[Dataset entries]
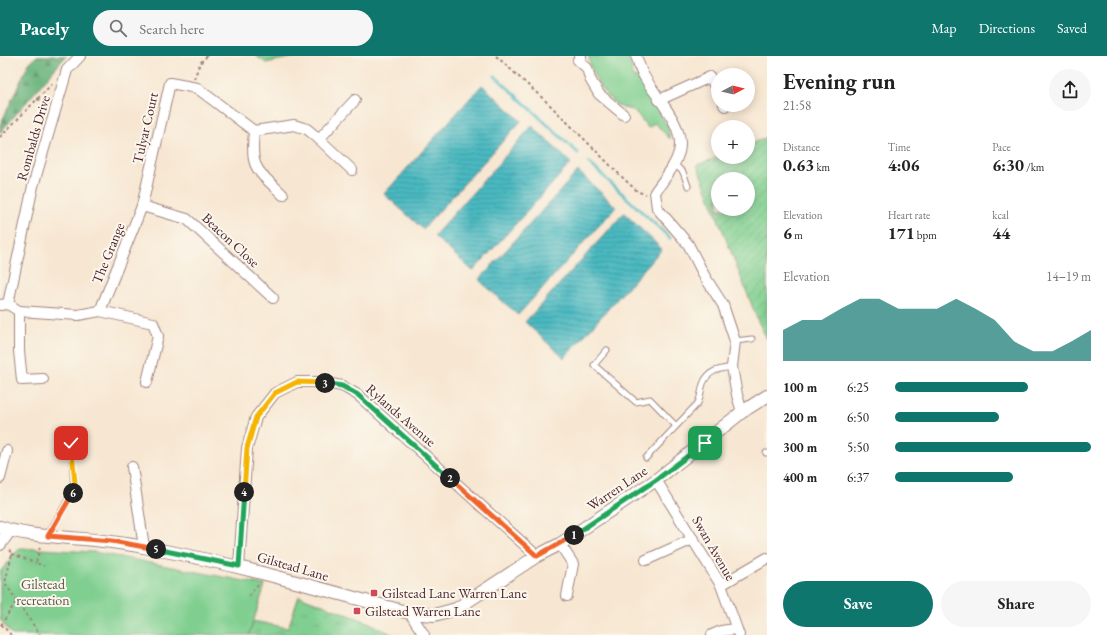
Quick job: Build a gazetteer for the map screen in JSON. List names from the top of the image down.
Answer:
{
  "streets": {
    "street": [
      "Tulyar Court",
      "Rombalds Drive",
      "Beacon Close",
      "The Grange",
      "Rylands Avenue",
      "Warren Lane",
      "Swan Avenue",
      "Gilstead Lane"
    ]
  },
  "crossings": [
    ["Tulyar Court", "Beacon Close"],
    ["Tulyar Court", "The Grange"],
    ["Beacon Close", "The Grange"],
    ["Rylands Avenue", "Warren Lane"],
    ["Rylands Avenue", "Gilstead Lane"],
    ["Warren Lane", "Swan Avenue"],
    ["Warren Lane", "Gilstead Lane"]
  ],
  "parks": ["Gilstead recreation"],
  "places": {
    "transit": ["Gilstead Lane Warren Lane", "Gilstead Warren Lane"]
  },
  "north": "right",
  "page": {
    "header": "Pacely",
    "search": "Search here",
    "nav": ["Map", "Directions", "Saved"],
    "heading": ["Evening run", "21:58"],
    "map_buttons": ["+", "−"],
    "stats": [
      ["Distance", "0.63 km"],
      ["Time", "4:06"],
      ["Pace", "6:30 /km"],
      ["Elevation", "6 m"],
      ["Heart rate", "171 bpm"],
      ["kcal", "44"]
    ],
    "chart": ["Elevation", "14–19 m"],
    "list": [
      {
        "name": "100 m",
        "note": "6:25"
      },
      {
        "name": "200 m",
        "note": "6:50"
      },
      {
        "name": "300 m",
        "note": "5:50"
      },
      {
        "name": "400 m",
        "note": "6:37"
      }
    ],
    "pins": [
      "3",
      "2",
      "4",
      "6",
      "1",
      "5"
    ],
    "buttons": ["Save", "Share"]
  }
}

WORK INSTRUCTIONS:
Search the records above for "Beacon" and copy every line that has it.

ANSWER BOX:
      "Beacon Close",
    ["Tulyar Court", "Beacon Close"],
    ["Beacon Close", "The Grange"],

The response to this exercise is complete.